Produce an exact copy of the lines below, starting at the first and ending with the line containing "Map reading. Describe".

** STUDY MATERIAL follows **

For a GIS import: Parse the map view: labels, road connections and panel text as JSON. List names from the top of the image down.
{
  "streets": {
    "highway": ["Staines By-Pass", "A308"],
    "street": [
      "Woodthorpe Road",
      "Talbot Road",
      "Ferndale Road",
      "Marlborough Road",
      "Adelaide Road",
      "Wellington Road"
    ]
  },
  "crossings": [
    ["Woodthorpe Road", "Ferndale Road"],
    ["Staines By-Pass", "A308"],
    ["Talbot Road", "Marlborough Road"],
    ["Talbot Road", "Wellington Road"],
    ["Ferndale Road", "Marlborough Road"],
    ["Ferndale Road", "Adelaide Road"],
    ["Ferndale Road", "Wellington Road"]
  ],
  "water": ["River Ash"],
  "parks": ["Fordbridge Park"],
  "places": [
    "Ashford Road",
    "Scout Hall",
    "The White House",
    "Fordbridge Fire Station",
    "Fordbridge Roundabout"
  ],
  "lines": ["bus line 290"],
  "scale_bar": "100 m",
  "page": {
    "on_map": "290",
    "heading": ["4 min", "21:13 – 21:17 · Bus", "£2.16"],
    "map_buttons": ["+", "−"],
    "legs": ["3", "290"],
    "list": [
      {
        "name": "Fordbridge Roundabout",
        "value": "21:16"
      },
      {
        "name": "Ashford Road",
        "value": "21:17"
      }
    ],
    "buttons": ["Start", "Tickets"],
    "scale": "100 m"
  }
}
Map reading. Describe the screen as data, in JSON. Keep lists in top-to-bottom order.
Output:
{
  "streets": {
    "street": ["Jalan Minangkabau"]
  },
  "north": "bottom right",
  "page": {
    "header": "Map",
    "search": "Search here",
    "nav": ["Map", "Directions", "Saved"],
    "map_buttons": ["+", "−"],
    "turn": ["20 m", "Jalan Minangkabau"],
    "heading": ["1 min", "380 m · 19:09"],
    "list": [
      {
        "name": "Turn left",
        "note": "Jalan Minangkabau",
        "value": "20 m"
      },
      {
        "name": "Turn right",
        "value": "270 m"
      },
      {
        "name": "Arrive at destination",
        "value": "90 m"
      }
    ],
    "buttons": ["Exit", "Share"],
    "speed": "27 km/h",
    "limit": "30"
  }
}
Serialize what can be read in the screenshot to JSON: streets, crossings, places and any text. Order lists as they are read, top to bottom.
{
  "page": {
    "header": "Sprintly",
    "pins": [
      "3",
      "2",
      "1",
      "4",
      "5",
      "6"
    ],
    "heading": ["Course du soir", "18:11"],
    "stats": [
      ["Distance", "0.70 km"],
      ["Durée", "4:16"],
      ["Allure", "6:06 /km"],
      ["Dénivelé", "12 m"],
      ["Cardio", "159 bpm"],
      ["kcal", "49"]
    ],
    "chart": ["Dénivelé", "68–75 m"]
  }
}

** End of STUDY MATERIAL **

▶ **TASK SOLUTION**
For a GIS import: Parse the map view: labels, road connections and panel text as JSON. List names from the top of the image down.
{
  "streets": {
    "highway": ["Staines By-Pass", "A308"],
    "street": [
      "Woodthorpe Road",
      "Talbot Road",
      "Ferndale Road",
      "Marlborough Road",
      "Adelaide Road",
      "Wellington Road"
    ]
  },
  "crossings": [
    ["Woodthorpe Road", "Ferndale Road"],
    ["Staines By-Pass", "A308"],
    ["Talbot Road", "Marlborough Road"],
    ["Talbot Road", "Wellington Road"],
    ["Ferndale Road", "Marlborough Road"],
    ["Ferndale Road", "Adelaide Road"],
    ["Ferndale Road", "Wellington Road"]
  ],
  "water": ["River Ash"],
  "parks": ["Fordbridge Park"],
  "places": [
    "Ashford Road",
    "Scout Hall",
    "The White House",
    "Fordbridge Fire Station",
    "Fordbridge Roundabout"
  ],
  "lines": ["bus line 290"],
  "scale_bar": "100 m",
  "page": {
    "on_map": "290",
    "heading": ["4 min", "21:13 – 21:17 · Bus", "£2.16"],
    "map_buttons": ["+", "−"],
    "legs": ["3", "290"],
    "list": [
      {
        "name": "Fordbridge Roundabout",
        "value": "21:16"
      },
      {
        "name": "Ashford Road",
        "value": "21:17"
      }
    ],
    "buttons": ["Start", "Tickets"],
    "scale": "100 m"
  }
}
Map reading. Describe the screen as data, in JSON. Keep lists in top-to-bottom order.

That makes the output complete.